_Brief_
For each line of the data below that holds "from", copy the line.

_Entries provided_
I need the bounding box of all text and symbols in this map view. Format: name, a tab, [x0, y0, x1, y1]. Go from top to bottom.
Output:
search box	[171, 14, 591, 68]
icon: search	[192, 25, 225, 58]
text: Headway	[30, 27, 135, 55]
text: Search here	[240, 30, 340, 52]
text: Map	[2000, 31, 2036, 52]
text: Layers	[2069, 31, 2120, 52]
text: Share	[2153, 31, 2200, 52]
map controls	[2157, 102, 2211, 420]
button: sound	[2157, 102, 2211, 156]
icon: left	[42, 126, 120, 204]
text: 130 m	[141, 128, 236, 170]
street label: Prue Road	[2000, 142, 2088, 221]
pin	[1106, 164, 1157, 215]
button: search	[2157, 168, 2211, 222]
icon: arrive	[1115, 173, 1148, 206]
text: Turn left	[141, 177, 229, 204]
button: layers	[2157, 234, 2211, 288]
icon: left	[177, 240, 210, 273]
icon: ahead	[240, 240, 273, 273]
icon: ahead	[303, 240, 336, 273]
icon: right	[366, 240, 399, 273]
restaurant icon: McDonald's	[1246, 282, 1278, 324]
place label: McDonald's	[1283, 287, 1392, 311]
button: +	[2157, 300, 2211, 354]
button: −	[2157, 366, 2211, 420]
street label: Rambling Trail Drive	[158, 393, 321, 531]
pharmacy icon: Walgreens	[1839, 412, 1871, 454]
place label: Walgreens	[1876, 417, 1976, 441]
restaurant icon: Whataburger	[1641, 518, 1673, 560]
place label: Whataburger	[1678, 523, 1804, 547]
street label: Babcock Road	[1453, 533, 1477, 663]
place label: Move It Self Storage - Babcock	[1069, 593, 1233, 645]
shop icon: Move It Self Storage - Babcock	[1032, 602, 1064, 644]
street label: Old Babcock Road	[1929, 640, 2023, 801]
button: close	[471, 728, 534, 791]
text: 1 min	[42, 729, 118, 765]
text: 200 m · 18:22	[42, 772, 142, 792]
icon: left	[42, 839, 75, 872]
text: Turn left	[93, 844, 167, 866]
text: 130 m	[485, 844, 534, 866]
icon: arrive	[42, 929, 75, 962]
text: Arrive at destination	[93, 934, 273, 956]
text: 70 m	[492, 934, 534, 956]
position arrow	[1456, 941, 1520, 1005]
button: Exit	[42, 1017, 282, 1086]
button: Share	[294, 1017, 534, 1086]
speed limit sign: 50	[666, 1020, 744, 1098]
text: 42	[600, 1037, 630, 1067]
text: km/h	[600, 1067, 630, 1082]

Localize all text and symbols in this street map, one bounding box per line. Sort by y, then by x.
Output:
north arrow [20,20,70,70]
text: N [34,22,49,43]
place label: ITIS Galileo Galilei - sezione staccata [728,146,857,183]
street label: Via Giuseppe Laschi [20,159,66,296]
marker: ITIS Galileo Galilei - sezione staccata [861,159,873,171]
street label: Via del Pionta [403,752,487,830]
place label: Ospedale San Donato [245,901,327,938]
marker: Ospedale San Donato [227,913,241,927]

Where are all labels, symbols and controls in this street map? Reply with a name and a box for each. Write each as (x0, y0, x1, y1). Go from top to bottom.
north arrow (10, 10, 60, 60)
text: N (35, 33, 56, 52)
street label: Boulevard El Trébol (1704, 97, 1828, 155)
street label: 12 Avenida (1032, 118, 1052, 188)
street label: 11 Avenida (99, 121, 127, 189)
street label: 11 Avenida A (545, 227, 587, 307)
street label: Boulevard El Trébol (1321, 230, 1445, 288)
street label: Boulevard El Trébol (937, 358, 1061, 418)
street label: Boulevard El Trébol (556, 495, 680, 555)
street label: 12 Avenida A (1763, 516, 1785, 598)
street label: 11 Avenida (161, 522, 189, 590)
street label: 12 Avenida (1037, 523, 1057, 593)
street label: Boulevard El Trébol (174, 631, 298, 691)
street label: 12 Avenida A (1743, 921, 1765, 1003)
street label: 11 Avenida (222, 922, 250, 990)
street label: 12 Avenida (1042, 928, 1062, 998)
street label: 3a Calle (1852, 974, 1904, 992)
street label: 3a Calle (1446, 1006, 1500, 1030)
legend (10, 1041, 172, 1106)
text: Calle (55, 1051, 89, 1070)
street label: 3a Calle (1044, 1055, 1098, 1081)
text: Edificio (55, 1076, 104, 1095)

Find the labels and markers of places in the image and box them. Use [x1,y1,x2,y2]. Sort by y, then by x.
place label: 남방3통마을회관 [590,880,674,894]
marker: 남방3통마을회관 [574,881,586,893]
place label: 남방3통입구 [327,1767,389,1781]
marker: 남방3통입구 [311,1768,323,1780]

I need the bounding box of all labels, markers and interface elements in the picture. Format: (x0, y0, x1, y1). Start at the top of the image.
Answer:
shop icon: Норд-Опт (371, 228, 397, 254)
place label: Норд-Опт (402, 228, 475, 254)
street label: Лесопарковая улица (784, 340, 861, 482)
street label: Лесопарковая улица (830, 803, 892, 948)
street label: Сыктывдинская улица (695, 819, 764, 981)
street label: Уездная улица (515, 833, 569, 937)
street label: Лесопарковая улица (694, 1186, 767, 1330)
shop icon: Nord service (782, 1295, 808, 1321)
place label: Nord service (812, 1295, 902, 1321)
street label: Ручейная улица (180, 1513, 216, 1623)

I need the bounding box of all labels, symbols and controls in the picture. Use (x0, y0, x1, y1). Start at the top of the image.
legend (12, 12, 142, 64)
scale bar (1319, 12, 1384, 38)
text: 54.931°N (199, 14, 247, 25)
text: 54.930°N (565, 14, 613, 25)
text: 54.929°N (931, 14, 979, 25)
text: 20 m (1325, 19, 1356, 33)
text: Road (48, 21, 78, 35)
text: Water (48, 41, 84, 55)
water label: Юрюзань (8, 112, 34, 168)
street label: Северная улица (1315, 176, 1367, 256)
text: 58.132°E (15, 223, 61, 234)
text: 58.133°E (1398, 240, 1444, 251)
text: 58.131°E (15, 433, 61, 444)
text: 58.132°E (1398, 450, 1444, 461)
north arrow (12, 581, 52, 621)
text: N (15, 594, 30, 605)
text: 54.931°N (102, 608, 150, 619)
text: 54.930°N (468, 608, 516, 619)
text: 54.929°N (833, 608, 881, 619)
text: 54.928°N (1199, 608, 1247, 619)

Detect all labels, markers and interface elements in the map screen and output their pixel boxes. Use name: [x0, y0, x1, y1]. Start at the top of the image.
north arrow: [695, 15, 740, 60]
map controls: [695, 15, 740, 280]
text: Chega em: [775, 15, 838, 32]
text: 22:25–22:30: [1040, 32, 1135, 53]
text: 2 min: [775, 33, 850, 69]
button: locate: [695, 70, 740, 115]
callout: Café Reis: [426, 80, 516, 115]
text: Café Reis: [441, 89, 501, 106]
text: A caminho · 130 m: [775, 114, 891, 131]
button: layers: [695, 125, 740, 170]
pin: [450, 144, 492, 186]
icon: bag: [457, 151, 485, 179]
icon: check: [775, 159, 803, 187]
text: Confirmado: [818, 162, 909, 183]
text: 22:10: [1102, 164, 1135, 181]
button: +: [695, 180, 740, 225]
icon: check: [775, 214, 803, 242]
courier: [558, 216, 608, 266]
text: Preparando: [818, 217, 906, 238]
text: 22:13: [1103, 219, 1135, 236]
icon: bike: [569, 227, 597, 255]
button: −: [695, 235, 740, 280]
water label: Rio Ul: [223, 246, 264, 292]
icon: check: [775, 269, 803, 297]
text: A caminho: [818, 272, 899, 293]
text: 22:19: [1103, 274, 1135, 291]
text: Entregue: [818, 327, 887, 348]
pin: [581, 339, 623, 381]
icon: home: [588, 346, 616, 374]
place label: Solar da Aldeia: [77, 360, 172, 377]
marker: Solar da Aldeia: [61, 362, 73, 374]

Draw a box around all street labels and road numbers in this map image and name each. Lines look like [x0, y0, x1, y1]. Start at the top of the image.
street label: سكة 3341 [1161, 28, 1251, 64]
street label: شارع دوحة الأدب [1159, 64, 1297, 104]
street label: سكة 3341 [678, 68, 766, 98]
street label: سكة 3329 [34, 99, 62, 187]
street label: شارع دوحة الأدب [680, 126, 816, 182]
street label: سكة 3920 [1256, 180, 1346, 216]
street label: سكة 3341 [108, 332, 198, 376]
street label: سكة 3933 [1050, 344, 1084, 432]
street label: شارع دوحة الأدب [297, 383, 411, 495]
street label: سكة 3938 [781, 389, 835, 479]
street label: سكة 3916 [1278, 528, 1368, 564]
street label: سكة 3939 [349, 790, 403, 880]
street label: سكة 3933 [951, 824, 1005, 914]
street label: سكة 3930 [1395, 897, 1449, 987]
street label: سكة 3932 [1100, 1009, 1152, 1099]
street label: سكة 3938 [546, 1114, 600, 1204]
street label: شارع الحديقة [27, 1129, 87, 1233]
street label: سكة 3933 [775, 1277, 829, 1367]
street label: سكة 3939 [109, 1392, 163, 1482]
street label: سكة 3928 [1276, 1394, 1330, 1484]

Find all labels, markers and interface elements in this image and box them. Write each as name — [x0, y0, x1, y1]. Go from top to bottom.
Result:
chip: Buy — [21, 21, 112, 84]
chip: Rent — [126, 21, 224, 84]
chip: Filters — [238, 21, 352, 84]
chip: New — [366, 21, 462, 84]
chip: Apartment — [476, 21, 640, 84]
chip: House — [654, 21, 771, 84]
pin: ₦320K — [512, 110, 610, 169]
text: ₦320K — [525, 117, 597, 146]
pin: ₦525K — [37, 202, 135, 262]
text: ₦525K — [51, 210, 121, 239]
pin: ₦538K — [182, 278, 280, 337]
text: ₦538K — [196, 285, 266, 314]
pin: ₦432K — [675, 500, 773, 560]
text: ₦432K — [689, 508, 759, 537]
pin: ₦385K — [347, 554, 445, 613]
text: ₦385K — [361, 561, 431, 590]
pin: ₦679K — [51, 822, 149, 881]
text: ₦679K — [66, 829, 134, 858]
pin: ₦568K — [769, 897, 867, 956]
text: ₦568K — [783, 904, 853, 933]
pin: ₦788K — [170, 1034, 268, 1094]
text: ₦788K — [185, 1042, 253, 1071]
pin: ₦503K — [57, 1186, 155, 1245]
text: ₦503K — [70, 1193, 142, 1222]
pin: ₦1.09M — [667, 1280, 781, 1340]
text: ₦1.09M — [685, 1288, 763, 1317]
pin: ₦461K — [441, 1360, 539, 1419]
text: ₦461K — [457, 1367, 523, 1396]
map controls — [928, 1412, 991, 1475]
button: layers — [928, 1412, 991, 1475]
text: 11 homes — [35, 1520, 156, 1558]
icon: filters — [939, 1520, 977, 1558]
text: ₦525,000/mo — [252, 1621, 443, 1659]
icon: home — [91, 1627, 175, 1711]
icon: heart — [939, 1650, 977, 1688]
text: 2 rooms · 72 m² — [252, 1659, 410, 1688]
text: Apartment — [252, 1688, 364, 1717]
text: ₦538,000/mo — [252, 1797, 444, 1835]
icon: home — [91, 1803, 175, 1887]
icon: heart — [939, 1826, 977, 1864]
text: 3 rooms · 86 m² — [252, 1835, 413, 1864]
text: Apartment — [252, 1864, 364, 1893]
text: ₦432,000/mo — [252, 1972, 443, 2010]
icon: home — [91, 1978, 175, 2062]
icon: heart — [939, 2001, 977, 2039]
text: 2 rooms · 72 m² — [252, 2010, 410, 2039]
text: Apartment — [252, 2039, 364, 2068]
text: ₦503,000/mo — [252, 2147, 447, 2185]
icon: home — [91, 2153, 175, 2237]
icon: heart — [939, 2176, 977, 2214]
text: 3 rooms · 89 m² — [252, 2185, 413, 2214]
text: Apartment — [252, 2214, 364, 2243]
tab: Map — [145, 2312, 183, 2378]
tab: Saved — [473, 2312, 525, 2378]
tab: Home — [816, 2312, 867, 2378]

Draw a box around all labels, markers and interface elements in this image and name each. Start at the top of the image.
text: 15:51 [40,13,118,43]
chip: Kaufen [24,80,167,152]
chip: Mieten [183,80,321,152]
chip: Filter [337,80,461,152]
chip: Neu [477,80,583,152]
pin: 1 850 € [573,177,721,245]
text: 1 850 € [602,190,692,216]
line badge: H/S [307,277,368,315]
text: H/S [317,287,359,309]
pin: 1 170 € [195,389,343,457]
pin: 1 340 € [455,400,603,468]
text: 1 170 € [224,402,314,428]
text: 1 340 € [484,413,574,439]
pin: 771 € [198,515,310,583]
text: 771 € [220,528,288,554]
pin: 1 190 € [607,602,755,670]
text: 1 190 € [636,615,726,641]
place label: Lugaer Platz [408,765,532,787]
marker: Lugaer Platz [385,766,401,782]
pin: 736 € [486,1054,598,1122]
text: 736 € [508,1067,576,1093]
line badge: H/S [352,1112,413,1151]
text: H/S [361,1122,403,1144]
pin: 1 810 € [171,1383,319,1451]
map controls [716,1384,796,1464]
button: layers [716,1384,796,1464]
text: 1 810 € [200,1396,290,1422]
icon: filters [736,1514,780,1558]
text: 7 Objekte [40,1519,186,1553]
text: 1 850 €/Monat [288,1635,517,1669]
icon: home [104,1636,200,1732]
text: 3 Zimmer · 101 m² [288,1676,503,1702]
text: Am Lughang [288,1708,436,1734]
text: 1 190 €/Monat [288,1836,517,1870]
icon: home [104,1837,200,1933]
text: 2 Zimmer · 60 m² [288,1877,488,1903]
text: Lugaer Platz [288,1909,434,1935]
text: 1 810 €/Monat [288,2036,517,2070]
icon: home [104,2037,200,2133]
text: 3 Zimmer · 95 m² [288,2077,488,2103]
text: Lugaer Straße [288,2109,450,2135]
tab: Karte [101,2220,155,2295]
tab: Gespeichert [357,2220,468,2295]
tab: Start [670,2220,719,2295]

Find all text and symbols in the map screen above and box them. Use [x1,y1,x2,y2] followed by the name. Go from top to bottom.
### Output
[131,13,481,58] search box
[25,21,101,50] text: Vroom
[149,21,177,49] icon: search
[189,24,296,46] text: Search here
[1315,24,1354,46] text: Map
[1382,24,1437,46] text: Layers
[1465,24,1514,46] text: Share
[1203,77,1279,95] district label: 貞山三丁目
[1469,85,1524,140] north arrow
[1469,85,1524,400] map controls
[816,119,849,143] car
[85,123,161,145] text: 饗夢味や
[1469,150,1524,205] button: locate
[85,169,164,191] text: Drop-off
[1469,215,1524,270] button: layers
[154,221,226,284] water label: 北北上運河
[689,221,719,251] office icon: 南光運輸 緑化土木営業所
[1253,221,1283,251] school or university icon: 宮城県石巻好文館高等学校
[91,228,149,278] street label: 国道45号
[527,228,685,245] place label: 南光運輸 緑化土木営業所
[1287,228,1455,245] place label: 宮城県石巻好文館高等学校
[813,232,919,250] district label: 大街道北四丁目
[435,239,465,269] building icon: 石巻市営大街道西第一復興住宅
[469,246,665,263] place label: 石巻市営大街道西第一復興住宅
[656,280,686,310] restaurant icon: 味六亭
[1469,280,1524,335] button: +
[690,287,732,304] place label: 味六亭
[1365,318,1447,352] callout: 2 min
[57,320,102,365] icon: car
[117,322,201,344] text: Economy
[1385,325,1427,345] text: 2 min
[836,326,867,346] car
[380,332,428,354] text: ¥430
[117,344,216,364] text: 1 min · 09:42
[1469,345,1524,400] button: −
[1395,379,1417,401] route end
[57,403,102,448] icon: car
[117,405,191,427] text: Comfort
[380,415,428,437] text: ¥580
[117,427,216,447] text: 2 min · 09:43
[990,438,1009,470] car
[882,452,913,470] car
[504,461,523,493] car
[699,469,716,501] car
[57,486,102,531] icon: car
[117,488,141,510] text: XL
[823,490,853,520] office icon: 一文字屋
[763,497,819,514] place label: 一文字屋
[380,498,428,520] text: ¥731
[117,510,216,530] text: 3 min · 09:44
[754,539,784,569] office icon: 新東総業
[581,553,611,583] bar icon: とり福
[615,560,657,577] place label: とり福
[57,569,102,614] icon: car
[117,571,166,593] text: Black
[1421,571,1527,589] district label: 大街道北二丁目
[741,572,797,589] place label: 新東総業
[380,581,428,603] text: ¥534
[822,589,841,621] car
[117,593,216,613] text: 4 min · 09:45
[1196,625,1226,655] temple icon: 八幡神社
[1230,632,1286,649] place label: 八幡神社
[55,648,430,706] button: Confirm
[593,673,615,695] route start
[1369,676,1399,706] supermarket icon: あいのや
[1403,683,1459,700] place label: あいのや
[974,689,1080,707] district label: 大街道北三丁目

_Answer box_
I need the bounding box of all text and symbols in this map view. Format: name, a tab, [x0, y0, x1, y1]. Go from top to bottom.
Where are all labels, symbols and controls in this street map? Reply with a name and a box for each. Write each as (x0, y0, x1, y1). Go from top to bottom.
Find all labels, markers and interface elements in this image and box them. Write each as name — [x0, y0, x1, y1]. Go from top to bottom.
Find all text and symbols in the map screen above and box them. Use [x1,y1,x2,y2] followed by the name. Go from top to bottom.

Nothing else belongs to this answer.